Ce qui, dans le texte, m’a intriguée et a aiguisé ma curiosité est que, dans le prologue comme dans l’épilogue, Dieu ait qualifié Job de «mon serviteur» alors qu’on assiste pendant 36 chapitres sur 42 à la rébellion de Job qui ne ménage ni Dieu ni les hommes. J’y reviendrai plus loin.
La deuxième question qui se pose lorsqu’on voit la structure du livre similaire à celle d’un conte d’enfants est: est-ce que Job a vraiment existé ou est-ce une légende comme beaucoup le prétendent? Le Talmud de Babylone (Baba Bathra 15a et b) rapporte que lors d’une réunion, plusieurs rabbins de renom affirmèrent que Job avait réellement existé mais lui assignaient des temps et des lieux différents. Par contre, un rabbin dont on ne connaît pas le nom, a déclaré lors de cette assemblée que «Job n’a jamais existé et n’a jamais été créé. Ce n’est qu’une parabole»[4] .
Pour Maïmonide, «que Job ait existé ou non, le prologue du livre, je veux dire le discours de Satan, les paroles que Dieu adresse à Satan, Job livré au pouvoir de ce dernier, tout cela, pour tout homme intelligent est indubitablement une parabole» [5]. Ce à quoi Josy Eisenberg, plus près de nous, répond: «Si le livre de Job n’est qu’une parabole exprimant la réalité et l’absurdité de la souffrance humaine, alors il faudrait affirmer fortement que non seulement Job a existé, mais hélas!

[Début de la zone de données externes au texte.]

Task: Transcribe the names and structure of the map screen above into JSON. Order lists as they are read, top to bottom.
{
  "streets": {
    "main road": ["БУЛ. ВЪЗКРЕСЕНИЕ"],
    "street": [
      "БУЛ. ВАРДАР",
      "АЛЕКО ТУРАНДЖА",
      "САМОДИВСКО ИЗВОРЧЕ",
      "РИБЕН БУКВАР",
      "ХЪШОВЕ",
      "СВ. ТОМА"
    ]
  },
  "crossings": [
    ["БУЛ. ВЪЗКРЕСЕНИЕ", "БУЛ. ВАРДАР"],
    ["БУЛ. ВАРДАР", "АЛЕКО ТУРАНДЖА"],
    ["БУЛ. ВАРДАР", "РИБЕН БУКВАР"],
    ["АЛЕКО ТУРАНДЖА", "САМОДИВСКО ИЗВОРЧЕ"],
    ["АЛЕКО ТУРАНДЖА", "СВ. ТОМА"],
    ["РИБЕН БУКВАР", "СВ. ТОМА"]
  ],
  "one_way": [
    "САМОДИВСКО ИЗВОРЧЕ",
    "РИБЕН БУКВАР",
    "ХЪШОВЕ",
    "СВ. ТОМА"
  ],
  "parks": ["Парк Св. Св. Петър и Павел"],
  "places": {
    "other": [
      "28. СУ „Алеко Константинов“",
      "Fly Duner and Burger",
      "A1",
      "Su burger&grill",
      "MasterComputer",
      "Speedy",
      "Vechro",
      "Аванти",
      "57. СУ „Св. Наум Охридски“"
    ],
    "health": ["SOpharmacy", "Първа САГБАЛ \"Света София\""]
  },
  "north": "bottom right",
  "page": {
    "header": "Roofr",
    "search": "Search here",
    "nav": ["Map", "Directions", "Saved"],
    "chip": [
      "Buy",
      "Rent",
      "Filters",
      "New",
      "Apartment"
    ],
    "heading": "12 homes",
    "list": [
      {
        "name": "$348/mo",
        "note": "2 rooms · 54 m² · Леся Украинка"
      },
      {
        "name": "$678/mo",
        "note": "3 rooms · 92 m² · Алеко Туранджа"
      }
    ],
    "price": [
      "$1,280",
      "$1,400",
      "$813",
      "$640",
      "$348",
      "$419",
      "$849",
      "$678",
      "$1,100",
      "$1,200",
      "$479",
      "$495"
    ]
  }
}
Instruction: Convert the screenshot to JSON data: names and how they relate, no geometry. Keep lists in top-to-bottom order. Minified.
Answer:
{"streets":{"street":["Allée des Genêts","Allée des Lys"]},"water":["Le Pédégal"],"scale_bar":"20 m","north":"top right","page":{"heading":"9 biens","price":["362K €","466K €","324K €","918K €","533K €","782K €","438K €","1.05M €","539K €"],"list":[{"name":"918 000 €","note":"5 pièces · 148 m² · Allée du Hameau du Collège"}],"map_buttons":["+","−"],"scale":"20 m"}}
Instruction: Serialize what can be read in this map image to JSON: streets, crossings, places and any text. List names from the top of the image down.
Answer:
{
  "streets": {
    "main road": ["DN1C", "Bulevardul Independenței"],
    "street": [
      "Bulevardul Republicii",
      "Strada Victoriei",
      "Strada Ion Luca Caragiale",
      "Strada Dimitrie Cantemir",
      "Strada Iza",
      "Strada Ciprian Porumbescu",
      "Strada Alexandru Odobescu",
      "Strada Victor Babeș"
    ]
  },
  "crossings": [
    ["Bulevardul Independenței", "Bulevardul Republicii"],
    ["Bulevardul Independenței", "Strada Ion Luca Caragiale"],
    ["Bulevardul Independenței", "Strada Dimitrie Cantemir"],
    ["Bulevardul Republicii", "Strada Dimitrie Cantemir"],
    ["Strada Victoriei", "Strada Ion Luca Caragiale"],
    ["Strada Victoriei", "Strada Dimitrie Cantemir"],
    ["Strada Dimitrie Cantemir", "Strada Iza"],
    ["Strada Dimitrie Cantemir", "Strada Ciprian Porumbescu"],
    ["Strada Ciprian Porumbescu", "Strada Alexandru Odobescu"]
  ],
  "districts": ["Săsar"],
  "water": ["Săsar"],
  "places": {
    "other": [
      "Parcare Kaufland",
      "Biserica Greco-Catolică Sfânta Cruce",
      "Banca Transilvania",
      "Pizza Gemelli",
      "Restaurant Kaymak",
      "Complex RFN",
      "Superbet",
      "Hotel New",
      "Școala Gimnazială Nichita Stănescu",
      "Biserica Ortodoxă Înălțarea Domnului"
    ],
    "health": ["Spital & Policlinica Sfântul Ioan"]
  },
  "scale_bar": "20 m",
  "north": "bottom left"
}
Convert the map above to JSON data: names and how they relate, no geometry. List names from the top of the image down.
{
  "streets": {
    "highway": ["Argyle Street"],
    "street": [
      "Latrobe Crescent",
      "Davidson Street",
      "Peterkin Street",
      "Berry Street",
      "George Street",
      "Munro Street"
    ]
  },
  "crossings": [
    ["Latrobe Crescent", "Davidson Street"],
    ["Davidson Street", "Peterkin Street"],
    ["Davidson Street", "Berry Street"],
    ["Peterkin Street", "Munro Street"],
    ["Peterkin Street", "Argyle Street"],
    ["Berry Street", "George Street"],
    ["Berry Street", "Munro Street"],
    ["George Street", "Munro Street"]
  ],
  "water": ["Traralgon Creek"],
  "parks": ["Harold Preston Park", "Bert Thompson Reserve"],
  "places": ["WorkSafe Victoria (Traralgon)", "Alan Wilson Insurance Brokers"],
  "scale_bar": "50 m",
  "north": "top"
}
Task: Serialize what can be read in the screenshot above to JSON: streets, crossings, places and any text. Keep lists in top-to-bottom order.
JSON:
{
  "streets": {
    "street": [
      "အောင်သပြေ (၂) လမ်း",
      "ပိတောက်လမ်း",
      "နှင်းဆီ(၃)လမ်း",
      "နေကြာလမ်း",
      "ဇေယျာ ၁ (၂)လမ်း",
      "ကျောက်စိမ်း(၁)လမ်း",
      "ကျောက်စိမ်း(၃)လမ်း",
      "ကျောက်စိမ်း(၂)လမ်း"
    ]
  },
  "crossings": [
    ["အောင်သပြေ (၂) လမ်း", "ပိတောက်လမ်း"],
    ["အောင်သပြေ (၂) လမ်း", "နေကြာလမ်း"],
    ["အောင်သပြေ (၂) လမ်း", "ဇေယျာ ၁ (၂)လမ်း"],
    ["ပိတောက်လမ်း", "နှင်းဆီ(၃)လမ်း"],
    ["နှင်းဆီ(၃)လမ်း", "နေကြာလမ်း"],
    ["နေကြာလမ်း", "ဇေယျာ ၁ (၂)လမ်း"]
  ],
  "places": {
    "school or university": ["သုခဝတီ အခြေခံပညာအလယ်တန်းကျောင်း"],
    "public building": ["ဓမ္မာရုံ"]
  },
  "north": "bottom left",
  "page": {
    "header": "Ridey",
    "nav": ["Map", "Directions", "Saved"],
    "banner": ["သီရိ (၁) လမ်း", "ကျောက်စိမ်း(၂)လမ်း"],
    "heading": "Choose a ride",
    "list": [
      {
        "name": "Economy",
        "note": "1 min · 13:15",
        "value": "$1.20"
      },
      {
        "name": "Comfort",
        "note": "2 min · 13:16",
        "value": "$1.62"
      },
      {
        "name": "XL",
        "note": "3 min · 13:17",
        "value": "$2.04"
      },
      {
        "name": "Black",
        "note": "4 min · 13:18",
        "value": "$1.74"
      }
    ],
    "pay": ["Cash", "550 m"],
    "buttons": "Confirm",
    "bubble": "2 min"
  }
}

Qu’il n’a jamais cessé d’exister. Lorsque j’ouvre un journal, j’y lis chaque jour, sous mille formes différentes, le cri de Job: ‘La terre est livrée au pouvoir des méchants et on voile la face des juges’ (Jb 9,24)».[6] Pierre Assouline déclare: «Que Job ait existé ou non…là n’est plus le problème… L’empire inouï du livre de Job sur les hommes durant des siècles suffit à attester de sa présence sur terre, le reste importe peu. La trace l’emporte sur la preuve»[7].
Dans le Talmud, la thèse la plus répandue est que Job vivait du temps de Moïse. Avec Bilham et Yitro, Job était conseiller du Pharaon[8]. Dans l’épisode de la couronne royale, le Midrach (commentaire rabbinique traditionnel) rapporte que lorsque Moïse, enfant, jouait sur les genoux du Pharaon, son grand-père adoptif, il se serait saisi de la couronne royale et l’aurait jetée à terre, ce qui troubla le Pharaon qui consulta ses conseillers: Bilham considéra le geste de l’enfant comme un présage funeste et conseilla de le tuer. Yithro proposa de soumettre l’enfant à une épreuve – choisir entre le feu et l’or – et ce faisant lui sauva la vie. Job, lui, resta silencieux. Ces trois attitudes révèlent que Bilham est mauvais; Yithro est bon et Job est neutre. Ces trois façons d’agir se sont répétées lorsque Moïse, cette fois-ci envoyé de Dieu adresse la requête à Pharaon: «Laisse partir mon peuple». «Laisse-les partir», propose Yithro. «Ne les laisse pas partir» rétorque Bilham. Et Job de nouveau se tait. Or le Midrach condamne sans réserve le silence donc la neutralité de Job[9]. «Celui qui sait et se tait soutient toujours la main du bourreau; il enfonce toujours la victime. Sa neutralité accable l’homme à terre. C’est dire le prix du silence» rappelle Pierre Assouline[10].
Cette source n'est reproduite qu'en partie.